Word for word, restate the lines from the top of the records below through the line with "c.lineJoin = 'round';", both included, with no pictures in the result.

——

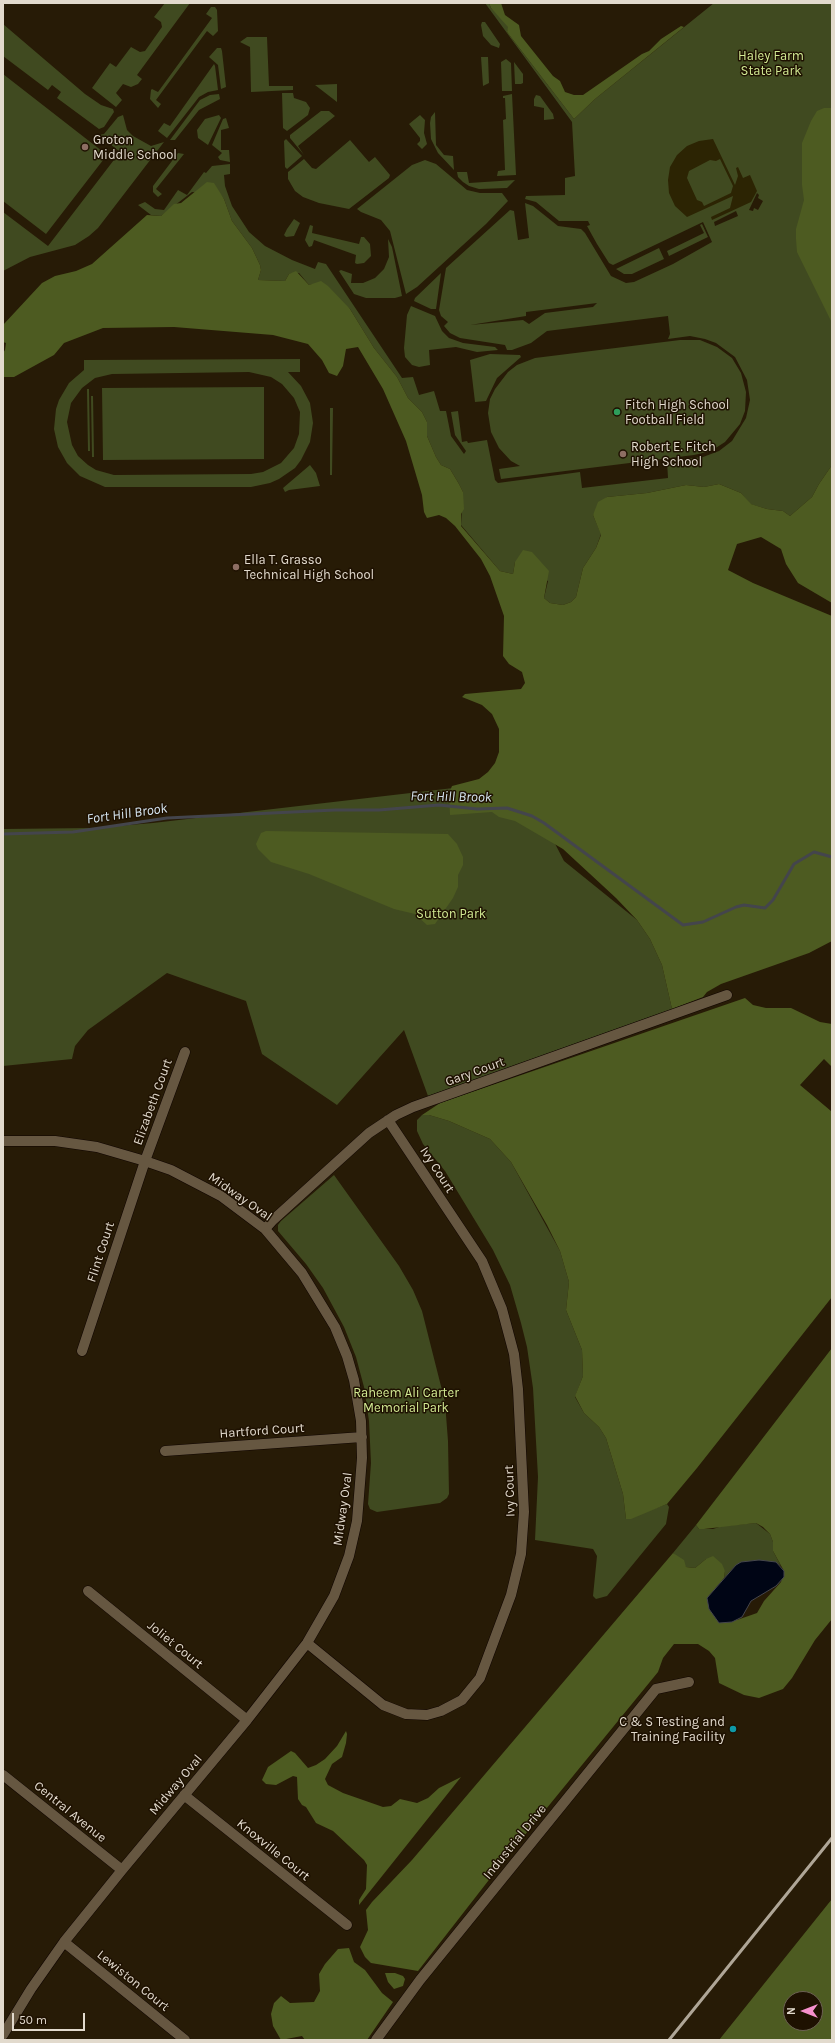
<!DOCTYPE html>
<style>
body{margin:0}
#map{position:relative;width:835px;height:2043px;overflow:hidden;background:#271b06;font-family:Karla,sans-serif}
canvas{display:block}
.frame{position:absolute;inset:0;border:4px solid #e2dacd;pointer-events:none}
.north{position:absolute;left:783px;top:1991px;width:40px;height:40px;box-sizing:border-box;background:#1e1101;border:1px solid #6c6153;border-radius:50%;rotate:270deg;font-size:11px;font-weight:700;line-height:16px;text-align:center;color:#e2dacd}
.north::after{content:'';display:block;margin:auto;width:14px;height:18px;background:#f790cd;clip-path:polygon(50% 0,100% 100%,50% 72%,0 100%)}
.scale{position:absolute;left:12px;top:2013px;width:73px;height:18px;box-sizing:border-box;border:2px solid #e2dacd;border-top:0;padding-left:5px;font-size:12px;line-height:14px;white-space:nowrap;color:#e2dacd;-webkit-text-stroke:3px #1e1101;paint-order:stroke}
</style>
<div id="map">
<canvas width="835" height="2043"></canvas>
<div class="frame"></div>
<div class="north">N</div>
<div class="scale">50 m</div>
</div>
<script>
const c = document.querySelector('canvas').getContext('2d');
c.lineJoin = 'round';
function fillPath(path, color) {
  c.fillStyle = color;
  c.fill(path, 'evenodd');
}
function poly(rows) {
  const path = new Path2D();
  for (const r of rows) {
    path.moveTo(r[0], r[1]);
    for (let i = 2; i < r.length; i += 2) path.lineTo(r[i], r[i + 1]);
  }
  return path;
}
function stroke(path, color, width, dash) {
  c.strokeStyle = color;
  c.lineWidth = width;
  c.lineCap = dash ? 'butt' : 'round';
  c.setLineDash(dash || []);
  c.stroke(path);
}
function label(font, color, halo, rows, align = 'center') {
  c.font = font + ' Karla,sans-serif';
  c.lineWidth = 3;
  c.setLineDash([]);
  c.textBaseline = 'middle';
  c.strokeStyle = halo;
  c.fillStyle = color;
  for (const [text, x, y, turn = 0] of rows) {
    c.save();
    c.translate(x, y);
    c.rotate((+turn || 0) * Math.PI / 180);
    c.textAlign = isNaN(turn) ? turn : align;
    if (halo) c.strokeText(text, 0, 0);
    c.fillText(text, 0, 0);
    c.restore();
  }
}
fillPath(poly([
 [165,3,190,3,137,75,142,79,138,84,131,87,123,84,116,93,122,100,116,107,92,88,110,63,116,67,131,47,140,52,145,51,162,27,161,22,154,17],
 [485,3,489,3,491,8,504,20,509,27,507,32,574,119,595,99,714,3,832,3,832,465,819,484,812,497,790,516,783,511,767,509,750,504,741,493,719,484,704,487,686,485,647,493,607,497,593,515,601,534,596,548,583,568,576,597,571,602,563,605,550,603,544,598,548,581,515,562,513,574,500,571,461,525,463,492,459,484,450,469,441,465,436,457,427,436,427,422,422,412,408,398,397,377,374,348,350,309,315,284,309,285,299,273,289,274,285,281,258,280,261,270,260,265,252,248,232,221,224,199,220,194,192,192,161,216,151,215,138,205,145,202,155,209,164,210,178,190,187,195,204,172,206,173,212,166,230,164,230,174,224,175,225,186,232,206,249,232,265,246,292,260,315,269,318,262,326,264,402,378,413,377,419,395,434,391,440,411,446,411,451,436,464,454,466,451,455,435,451,412,458,411,462,442,467,441,468,443,487,440,495,480,498,483,580,472,582,488,668,478,667,461,703,457,719,451,732,441,746,418,750,400,747,380,735,357,716,343,705,339,690,336,668,339,670,334,668,316,547,331,531,343,512,350,507,350,505,345,460,338,450,333,444,326,448,322,441,316,439,310,446,268,510,210,514,211,518,240,529,238,525,203,533,206,558,226,581,229,585,233,611,276,626,283,634,282,673,264,712,242,703,222,613,265,609,263,597,244,587,226,590,225,588,221,559,221,536,202,525,199,526,196,565,195,565,178,575,176,572,122],
 [757,193,759,195,758,198,763,201,758,210,754,208,753,211,749,210],
 [736,211,738,216,715,226,714,222],
 [597,303,593,307,545,313,529,324,523,320,470,325,526,316,526,312],
 [211,7,215,7,217,10,218,31,213,36,207,31,156,100,161,104,158,108,150,99,151,90,152,89,158,92,212,18,206,14],
 [482,22,485,22,500,44,499,48,491,45,483,36,481,25],
 [3,24,85,94,101,105,113,109,114,112,104,127,99,129,57,98,61,92,52,85,48,90,3,56],
 [247,37,267,37,269,86,293,86,293,90,251,92,250,47,240,42],
 [217,48,221,48,222,51,226,87,221,89,218,65,209,57],
 [481,57,488,57,489,83,483,86],
 [506,59,511,63,512,91,502,91,501,62],
 [514,62,523,74,523,83,521,84,515,84],
 [214,64,215,66,218,90,208,92,199,97,167,138,158,131,164,123,170,126],
 [3,74,107,155,46,234,3,201],
 [337,84,337,102,315,85],
 [282,93,293,93,294,98,306,102,310,108,308,115,287,131,283,128],
 [219,94,220,99,199,110,175,140,170,140,200,100,210,95],
 [512,94,516,175,497,176,498,171,505,170,503,120,506,119,505,98,503,98,503,96],
 [536,95,540,96,553,114,554,119,544,120,544,108,534,106,534,99],
 [321,111,329,111,335,116,298,146,304,155,290,138,290,135],
 [435,112,436,145,444,155,453,156,454,170,438,153,431,139,430,123,431,117],
 [123,115,127,130,133,136,151,146,164,142,98,228,89,236,75,245,30,257,3,271,3,212,48,246,120,152,99,135,104,134,118,117],
 [219,115,221,118,208,145,198,138,197,130,205,119],
 [420,115,425,120,424,133,427,144,422,149,417,144,420,141,420,138,409,124],
 [226,118,229,128,221,130,221,150,229,150,230,162,220,160,218,157,222,153,212,145,223,119],
 [286,139,302,156,287,169,285,167,284,141],
 [350,140,369,162,375,157,390,175,389,178,349,209,319,203,303,197,295,191,288,179,288,172,304,159,312,168,316,169],
 [178,153,184,154,156,189,162,194,158,197,153,192,153,186],
 [425,160,436,164,467,190,480,193,502,193,508,201,486,224,417,287,406,294,390,231,381,220,361,212,357,209,412,165],
 [457,172,467,172,469,183,515,180,507,188,479,189,469,186,463,182,458,177],
 [294,219,300,223,294,236,286,237,284,235,287,229],
 [702,224,708,237,669,256,667,251,704,233,700,225],
 [310,225,313,226,312,233,359,244,361,237,364,237,370,244,371,256,364,263,357,264,355,263,356,255,314,240,312,246,309,247,305,240],
 [388,239,392,247,402,296,395,298,366,298,354,294,339,271,341,270,352,274,351,283,363,283,375,278,384,269,389,257],
 [659,248,664,259,632,274,624,274,616,269],
 [441,273,436,309,431,309,414,301,415,298],
 [411,306,435,316,442,331,449,338,463,343,495,347,498,350,477,352,456,347,429,350,430,365,419,367,412,365,405,357,404,348,407,315],
 [680,340,700,340,717,347,732,358,741,373,746,392,745,411,740,424,725,442,711,451,694,455,501,479,499,469,520,466,511,461,499,448,491,432,488,413,490,399,495,389,508,372,517,365,535,358],
 [490,354,520,355,521,357,497,378,486,401,475,402,470,360],
 [300,359,300,372,288,372,301,386,310,403,313,423,310,442,301,460,295,468,279,479,270,483,251,487,105,487,80,476,67,463,58,447,54,429,56,409,59,400,69,383,84,370,84,360],
 [249,372,271,377,282,384,294,398,300,412,299,434,294,448,281,463,263,472,251,474,114,475,96,470,88,465,78,456,72,445,67,422,71,403,82,388,95,378,112,374],
 [264,387,264,459,103,460,102,388],
 [87,389,89,389,90,451,88,451],
 [91,396,93,396,94,457,92,457],
 [330,408,333,408,332,475,330,475],
 [310,465,316,473,320,486,289,490,285,492,283,488],
 [522,780,564,861,637,920,650,939,662,965,672,1009,428,1096,404,1030,337,1105,262,1054,246,1001,167,973,88,1030,75,1046,72,1059,3,1066,3,829,93,828,153,823],
 [422,1115,429,1115,449,1121,490,1139,511,1162,560,1251,569,1282,566,1310,582,1350,583,1376,575,1397,584,1413,599,1427,606,1438,623,1494,626,1519,667,1504,669,1507,666,1524,607,1596,596,1599,593,1596,597,1556,593,1549,535,1540,538,1477,533,1388,527,1347,521,1323,510,1285,493,1250,445,1171,423,1144,417,1131,417,1120],
 [334,1175,399,1266,413,1290,422,1311,445,1402,448,1441,449,1494,447,1498,440,1503,377,1512,370,1509,368,1504,371,1463,369,1421,364,1387,356,1357,344,1327,323,1288,306,1264,278,1231,278,1225,281,1221],
 [756,1523,770,1534,773,1542,773,1551,781,1566,776,1562,736,1565,724,1578,725,1571,706,1559,695,1568,686,1567,673,1553,696,1525,699,1529,713,1529,722,1526]
]), '#404a20');
fillPath(poly([
 [489,3,501,3,505,15,519,25,521,36,553,76,560,81,565,92,574,95,583,95,642,54,649,51,661,39,681,26,684,27,595,99,574,119,507,32,508,27,491,8],
 [824,108,832,108,832,323,797,252,796,239,796,229,804,200,802,185,802,143,811,121,817,111],
 [207,182,214,183,224,199,232,221,252,248,260,265,261,270,258,280,285,281,289,274,296,271,309,285,321,281,328,286,350,309,374,348,397,377,408,398,422,412,427,422,427,436,436,457,441,465,450,469,459,484,463,492,464,509,461,514,461,526,500,571,513,574,515,562,523,550,532,552,549,571,544,598,550,603,563,605,571,602,576,597,583,568,596,548,601,535,593,515,598,502,607,497,647,493,686,485,704,487,719,484,741,493,751,504,767,509,783,511,790,516,812,497,819,484,832,465,832,603,798,583,786,564,781,549,761,537,737,544,728,570,753,583,832,616,832,941,809,953,721,984,707,992,703,997,672,1009,662,965,650,939,637,920,616,898,563,849,515,821,499,817,492,812,450,815,449,793,452,786,479,779,488,772,495,763,499,752,499,729,492,714,482,705,462,697,465,694,521,689,525,683,522,672,509,664,503,656,504,616,490,576,481,559,455,526,446,518,439,515,427,518,424,512,422,495,406,441,383,389,358,347,346,349,343,366,337,376,329,373,322,360,308,344,273,335,174,327,103,328,64,343,54,355,14,377,3,377,3,353,5,350,6,343,3,342,3,325,42,283,55,276,76,271,92,264,147,215,161,216,174,204,181,203],
 [266,831,448,834,457,844,463,857,463,865,458,875,458,887,453,898,435,924,427,925,415,914,394,909,309,874,271,862,258,849,256,844,261,833],
 [745,998,753,1005,766,1008,791,1008,820,1022,832,1024,832,1067,824,1059,800,1085,831,1111,832,1297,697,1468,667,1504,631,1519,626,1519,623,1494,606,1438,599,1427,584,1413,575,1396,583,1376,582,1350,566,1310,569,1282,560,1251,547,1225,511,1162,490,1139,449,1121,429,1115,422,1115,440,1103],
 [832,1348,832,1619,815,1640,792,1678,783,1689,759,1698,744,1695,719,1683,715,1658,709,1651,698,1644,674,1644,663,1658,658,1672,506,1858,418,1971,371,1963,365,1957,360,1947,368,1930,366,1910,372,1902,412,1860,673,1553,684,1560,686,1567,695,1568,706,1559,713,1556,722,1564,725,1571,724,1578,707,1598,737,1620,757,1613,764,1601,781,1582,784,1571,773,1551,773,1542,770,1534,763,1527,756,1523,704,1529,699,1529,696,1525],
 [346,1731,347,1734,346,1743,342,1757,332,1764,325,1779,328,1785,343,1793,383,1807,391,1806,400,1799,417,1803,428,1798,439,1788,461,1777,359,1905,359,1900,366,1889,367,1865,364,1860,333,1831,316,1823,306,1807,302,1805,298,1799,297,1777,293,1776,276,1785,266,1784,262,1780,268,1767,291,1751,295,1753,308,1768,316,1765,325,1759,337,1746],
 [832,1899,832,2040,719,2040],
 [791,1999,815,1999,815,2023,791,2023],
 [349,1948,354,1962,365,1970,382,1993,393,2002,367,2040,305,2040,302,2036,281,2040,273,2026,271,2014,274,2003,281,1996,290,2003,314,2002,320,1991,319,1974,325,1964,338,1949],
 [385,1973,395,1973,403,1976,405,1979,403,1986,394,1989,388,1982]
]), '#4d5b21');
fillPath(poly([
 [713,139,735,185,738,176,736,168,738,167,743,178,750,175,757,191,751,202,712,220,711,217,730,208,733,196,687,217,675,206,669,193,668,180,670,167,677,155,687,146,699,141],
 [720,159,733,186,731,193,704,206,702,202,697,200,687,178,689,171,710,160,716,161]
]), '#2c2403');
const water = poly([
 [759,1560,776,1562,784,1571,784,1577,776,1586,751,1601,742,1617,732,1622,719,1623,709,1609,707,1598,736,1565,741,1562,759,1560]
]);
fillPath(water, '#000515');
stroke(water, '#44454c', 1);
stroke(poly([
 [3,834,73,832,167,818,335,810,379,810,439,805,477,809,507,808,532,816,544,823,683,925,703,922,736,907,744,905,765,908,773,900,794,864,814,852,832,857]
]), '#44454c', 3);
const street = poly([
 [3,1141,55,1141,97,1147,145,1161,171,1170,221,1196,265,1229,302,1273,335,1327,347,1356,354,1380,361,1421,362,1458,357,1521,349,1556,334,1596,307,1643,247,1720,122,1870,64,1942,31,1989,3,2035],
 [265,1229,273,1220,369,1133,396,1115,413,1107,727,995],
 [82,1351,145,1161,185,1052],
 [165,1451,362,1437],
 [88,1591,247,1720],
 [307,1643,383,1705,406,1714,427,1715,441,1711,462,1700,480,1678,511,1595,521,1554,524,1512,518,1389,514,1354,502,1309,482,1261,388,1120],
 [3,1775,122,1870],
 [184,1795,347,1925],
 [64,1942,185,2040],
 [376,2040,420,1980,656,1689,689,1682]
]);
stroke(street, '#100500', 11);
stroke(street, '#665741', 10);
stroke(poly([
 [669,2040,832,1838]
]), '#afa697', 3);
for (const [x, y, r, color] of [
 [85,147,4,"#8d6e63"],
 [617,412,4,"#2e9e5b"],
 [623,454,4,"#8d6e63"],
 [236,567,4,"#8d6e63"],
 [733,1729,4,"#0f9aa8"]
]) {
  const dot = new Path2D();
  dot.arc(x, y, r, 0, 2 * Math.PI);
  c.fillStyle = color;
  c.fill(dot);
  stroke(dot, '#1e1101', 1.5);
}
label('13px', '#d2ea93', '#1e1101', [
 ["Haley Farm",771,56],
 ["State Park",771,71],
 ["Sutton Park",451,914],
 ["Raheem Ali Carter",406,1393],
 ["Memorial Park",406,1408]
]);
label('13px', '#e2dacd', '#1e1101', [
 ["Groton",93,140],
 ["Middle School",93,155],
 ["Fitch High School",625,405],
 ["Football Field",625,420],
 ["Robert E. Fitch",631,447],
 ["High School",631,462],
 ["Ella T. Grasso",244,560],
 ["Technical High School",244,575],
 ["C & S Testing and",725,1722,"right"],
 ["Training Facility",725,1737,"right"]
], 'left');
label('13px', '#e2dacd', '#1e1101', [
 ["Gary Court",475,1072,-20],
 ["Elizabeth Court",153,1102,-70],
 ["Ivy Court",437,1170,57],
 ["Midway Oval",240,1197,35],
 ["Flint Court",101,1252,-72],
 ["Hartford Court",262,1431,-4],
 ["Ivy Court",510,1491,-92],
 ["Midway Oval",343,1509,-82],
 ["Joliet Court",175,1645,39],
 ["Midway Oval",176,1785,-50],
 ["Central Avenue",70,1812,39],
 ["Industrial Drive",515,1842,-51],
 ["Knoxville Court",273,1850,39],
 ["Lewiston Court",133,1981,39]
]);
label('italic 14px', '#d6e6f1', '#1e1101', [
 ["Fort Hill Brook",451,797,1],
 ["Fort Hill Brook",127,814,-8]
]);
</script>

——

Solution below:
<!DOCTYPE html>
<style>
body{margin:0}
#map{position:relative;width:835px;height:2043px;overflow:hidden;background:#271b06;font-family:Karla,sans-serif}
canvas{display:block}
.frame{position:absolute;inset:0;border:4px solid #e2dacd;pointer-events:none}
.north{position:absolute;left:783px;top:1991px;width:40px;height:40px;box-sizing:border-box;background:#1e1101;border:1px solid #6c6153;border-radius:50%;rotate:270deg;font-size:11px;font-weight:700;line-height:16px;text-align:center;color:#e2dacd}
.north::after{content:'';display:block;margin:auto;width:14px;height:18px;background:#f790cd;clip-path:polygon(50% 0,100% 100%,50% 72%,0 100%)}
.scale{position:absolute;left:12px;top:2013px;width:73px;height:18px;box-sizing:border-box;border:2px solid #e2dacd;border-top:0;padding-left:5px;font-size:12px;line-height:14px;white-space:nowrap;color:#e2dacd;-webkit-text-stroke:3px #1e1101;paint-order:stroke}
</style>
<div id="map">
<canvas width="835" height="2043"></canvas>
<div class="frame"></div>
<div class="north">N</div>
<div class="scale">50 m</div>
</div>
<script>
const c = document.querySelector('canvas').getContext('2d');
c.lineJoin = 'round';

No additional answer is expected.